>>>>>

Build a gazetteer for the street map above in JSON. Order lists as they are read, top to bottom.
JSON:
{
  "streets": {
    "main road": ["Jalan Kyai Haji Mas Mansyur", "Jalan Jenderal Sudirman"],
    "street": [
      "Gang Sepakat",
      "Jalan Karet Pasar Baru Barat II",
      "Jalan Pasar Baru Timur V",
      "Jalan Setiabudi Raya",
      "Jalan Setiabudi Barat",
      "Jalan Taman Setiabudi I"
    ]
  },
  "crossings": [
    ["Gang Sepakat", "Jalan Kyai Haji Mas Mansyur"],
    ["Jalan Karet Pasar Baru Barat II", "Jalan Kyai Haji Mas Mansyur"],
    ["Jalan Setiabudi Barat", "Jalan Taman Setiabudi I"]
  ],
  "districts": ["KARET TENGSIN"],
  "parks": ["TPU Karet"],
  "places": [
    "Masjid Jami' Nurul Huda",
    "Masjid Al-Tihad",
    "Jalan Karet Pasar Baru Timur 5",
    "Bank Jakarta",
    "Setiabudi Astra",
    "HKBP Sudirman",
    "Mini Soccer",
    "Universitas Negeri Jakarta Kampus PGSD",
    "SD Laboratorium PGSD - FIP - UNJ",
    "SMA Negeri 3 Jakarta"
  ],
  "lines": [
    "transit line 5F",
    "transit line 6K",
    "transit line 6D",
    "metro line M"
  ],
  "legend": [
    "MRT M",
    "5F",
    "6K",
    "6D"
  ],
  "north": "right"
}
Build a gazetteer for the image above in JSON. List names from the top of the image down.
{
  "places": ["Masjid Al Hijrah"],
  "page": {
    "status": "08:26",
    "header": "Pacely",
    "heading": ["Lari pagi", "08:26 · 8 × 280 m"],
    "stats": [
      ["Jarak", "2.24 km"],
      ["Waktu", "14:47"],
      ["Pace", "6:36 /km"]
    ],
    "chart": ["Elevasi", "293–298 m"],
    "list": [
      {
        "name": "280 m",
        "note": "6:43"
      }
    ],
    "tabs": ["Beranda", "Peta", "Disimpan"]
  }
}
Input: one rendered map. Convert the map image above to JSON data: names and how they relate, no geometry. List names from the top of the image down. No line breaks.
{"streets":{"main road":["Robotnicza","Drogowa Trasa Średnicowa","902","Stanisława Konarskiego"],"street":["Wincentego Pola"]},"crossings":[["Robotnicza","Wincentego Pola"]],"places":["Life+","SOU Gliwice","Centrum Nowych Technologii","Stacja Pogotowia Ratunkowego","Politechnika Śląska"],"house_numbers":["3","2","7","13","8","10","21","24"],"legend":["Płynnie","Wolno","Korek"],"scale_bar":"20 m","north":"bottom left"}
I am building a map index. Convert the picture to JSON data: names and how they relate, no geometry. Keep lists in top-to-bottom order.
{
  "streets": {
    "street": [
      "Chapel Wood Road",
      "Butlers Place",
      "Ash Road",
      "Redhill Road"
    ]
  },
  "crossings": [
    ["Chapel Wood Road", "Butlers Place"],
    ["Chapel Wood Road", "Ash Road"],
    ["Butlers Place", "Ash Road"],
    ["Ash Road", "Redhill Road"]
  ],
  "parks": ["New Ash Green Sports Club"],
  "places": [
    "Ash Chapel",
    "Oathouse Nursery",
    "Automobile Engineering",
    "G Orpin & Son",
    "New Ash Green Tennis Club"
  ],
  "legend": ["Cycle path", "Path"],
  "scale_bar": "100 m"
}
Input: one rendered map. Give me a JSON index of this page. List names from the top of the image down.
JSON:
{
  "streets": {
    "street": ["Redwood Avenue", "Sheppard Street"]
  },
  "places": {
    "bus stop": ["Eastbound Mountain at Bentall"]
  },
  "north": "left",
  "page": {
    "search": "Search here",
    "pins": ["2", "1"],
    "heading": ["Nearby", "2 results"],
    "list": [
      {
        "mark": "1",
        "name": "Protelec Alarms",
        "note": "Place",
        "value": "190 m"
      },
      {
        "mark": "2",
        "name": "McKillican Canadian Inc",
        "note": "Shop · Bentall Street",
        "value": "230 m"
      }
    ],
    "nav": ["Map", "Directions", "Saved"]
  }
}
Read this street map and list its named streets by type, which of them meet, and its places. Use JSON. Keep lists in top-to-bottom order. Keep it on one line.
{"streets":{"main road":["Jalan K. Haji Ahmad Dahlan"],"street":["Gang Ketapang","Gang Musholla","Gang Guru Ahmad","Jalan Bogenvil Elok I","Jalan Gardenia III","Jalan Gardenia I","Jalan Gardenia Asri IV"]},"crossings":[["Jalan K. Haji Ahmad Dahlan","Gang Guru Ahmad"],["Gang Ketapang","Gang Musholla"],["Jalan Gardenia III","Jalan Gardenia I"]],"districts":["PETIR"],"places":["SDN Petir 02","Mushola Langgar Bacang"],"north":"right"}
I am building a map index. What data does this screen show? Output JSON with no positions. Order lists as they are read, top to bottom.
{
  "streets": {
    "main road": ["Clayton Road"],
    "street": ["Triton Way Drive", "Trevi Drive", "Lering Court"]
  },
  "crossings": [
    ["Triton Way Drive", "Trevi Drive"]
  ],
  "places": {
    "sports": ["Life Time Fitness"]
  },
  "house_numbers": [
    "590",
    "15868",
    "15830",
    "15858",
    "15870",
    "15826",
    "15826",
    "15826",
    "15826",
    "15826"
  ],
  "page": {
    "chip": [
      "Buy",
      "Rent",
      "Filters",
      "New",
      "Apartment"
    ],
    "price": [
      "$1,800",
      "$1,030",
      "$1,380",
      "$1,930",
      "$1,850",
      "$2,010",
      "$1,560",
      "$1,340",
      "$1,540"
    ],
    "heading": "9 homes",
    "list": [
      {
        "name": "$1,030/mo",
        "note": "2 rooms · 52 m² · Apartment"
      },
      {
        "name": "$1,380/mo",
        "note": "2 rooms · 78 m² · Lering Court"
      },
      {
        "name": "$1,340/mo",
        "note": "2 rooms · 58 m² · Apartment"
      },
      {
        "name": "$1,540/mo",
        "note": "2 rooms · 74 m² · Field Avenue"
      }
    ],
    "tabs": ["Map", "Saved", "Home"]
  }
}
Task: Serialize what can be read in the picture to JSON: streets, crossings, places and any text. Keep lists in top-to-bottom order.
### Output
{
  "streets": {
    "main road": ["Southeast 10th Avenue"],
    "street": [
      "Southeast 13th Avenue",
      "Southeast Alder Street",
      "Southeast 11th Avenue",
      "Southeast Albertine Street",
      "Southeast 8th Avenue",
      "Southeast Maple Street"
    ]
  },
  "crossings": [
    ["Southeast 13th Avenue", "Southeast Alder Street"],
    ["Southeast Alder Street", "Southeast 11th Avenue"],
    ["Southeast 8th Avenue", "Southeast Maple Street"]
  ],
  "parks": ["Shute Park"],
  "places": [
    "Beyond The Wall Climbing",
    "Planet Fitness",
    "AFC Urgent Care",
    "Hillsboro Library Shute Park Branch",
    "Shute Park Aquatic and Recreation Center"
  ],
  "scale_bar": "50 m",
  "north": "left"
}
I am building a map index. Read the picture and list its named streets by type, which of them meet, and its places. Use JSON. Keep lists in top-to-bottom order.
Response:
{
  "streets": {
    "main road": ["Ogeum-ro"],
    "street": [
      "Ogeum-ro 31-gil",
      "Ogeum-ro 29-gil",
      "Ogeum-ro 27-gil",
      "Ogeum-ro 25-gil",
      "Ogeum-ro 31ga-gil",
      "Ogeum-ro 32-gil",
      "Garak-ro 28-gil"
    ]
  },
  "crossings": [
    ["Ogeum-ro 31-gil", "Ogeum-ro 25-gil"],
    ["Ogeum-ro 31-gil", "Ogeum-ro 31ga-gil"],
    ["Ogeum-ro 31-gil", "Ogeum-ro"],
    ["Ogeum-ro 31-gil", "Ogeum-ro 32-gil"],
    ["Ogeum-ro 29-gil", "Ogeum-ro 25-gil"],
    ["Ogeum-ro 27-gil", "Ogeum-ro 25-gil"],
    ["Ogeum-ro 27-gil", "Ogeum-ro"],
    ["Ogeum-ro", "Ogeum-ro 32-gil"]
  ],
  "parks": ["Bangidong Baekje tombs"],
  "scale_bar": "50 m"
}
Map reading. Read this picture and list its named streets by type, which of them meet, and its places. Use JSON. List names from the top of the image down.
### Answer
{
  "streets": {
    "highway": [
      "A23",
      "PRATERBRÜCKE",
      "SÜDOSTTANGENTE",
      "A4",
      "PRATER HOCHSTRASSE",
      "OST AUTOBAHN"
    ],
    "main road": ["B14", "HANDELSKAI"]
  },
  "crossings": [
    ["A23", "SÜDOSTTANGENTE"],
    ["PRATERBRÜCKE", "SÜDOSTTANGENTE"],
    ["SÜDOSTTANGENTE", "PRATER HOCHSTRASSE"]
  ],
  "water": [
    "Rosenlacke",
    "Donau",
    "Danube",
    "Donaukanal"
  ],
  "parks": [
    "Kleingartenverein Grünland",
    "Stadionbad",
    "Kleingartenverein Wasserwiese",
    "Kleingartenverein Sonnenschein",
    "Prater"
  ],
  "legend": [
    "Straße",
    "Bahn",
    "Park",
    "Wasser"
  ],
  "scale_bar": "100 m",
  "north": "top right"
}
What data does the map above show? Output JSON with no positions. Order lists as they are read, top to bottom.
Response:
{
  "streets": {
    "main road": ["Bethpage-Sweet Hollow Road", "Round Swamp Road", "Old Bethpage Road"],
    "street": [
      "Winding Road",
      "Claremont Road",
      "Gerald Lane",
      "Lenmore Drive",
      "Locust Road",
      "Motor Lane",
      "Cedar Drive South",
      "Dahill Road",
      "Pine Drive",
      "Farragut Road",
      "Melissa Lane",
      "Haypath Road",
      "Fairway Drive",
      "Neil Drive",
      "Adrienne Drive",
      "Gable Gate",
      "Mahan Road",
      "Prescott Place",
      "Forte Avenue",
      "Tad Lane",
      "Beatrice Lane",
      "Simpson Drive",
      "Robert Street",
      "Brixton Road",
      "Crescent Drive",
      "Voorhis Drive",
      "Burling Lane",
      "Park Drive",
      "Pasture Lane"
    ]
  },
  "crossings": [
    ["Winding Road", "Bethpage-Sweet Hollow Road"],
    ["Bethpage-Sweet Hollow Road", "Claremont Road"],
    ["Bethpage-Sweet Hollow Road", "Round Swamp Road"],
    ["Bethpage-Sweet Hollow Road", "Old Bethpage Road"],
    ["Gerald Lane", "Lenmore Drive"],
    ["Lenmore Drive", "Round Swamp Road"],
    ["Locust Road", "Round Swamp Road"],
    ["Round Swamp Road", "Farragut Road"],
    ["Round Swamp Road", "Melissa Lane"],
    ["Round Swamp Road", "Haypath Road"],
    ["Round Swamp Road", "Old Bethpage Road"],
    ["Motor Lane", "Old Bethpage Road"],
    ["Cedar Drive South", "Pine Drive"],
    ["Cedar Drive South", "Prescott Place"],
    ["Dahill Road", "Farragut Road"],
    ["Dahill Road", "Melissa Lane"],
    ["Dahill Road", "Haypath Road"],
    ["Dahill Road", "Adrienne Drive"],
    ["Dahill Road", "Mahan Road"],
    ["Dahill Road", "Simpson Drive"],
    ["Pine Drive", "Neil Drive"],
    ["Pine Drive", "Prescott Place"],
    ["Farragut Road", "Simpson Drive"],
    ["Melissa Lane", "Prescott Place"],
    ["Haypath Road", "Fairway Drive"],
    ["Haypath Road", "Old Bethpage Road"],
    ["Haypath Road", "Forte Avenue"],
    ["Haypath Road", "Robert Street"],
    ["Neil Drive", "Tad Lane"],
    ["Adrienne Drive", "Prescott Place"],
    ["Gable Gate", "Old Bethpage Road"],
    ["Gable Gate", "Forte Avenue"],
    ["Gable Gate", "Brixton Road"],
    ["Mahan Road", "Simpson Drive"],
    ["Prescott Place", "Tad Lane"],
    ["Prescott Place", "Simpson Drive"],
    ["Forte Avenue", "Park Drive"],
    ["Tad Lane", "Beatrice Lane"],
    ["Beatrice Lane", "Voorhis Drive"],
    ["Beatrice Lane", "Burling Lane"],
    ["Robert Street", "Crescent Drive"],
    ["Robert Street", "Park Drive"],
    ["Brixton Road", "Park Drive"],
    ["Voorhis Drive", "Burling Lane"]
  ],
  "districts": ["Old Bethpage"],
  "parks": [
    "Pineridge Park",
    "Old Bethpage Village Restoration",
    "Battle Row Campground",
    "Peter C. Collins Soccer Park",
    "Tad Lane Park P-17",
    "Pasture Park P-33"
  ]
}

<<<<<

- **Task statement**
Of all the lines in the data, count those that contain "Melissa" and give that figure with nothing else.

- **Answer box**
4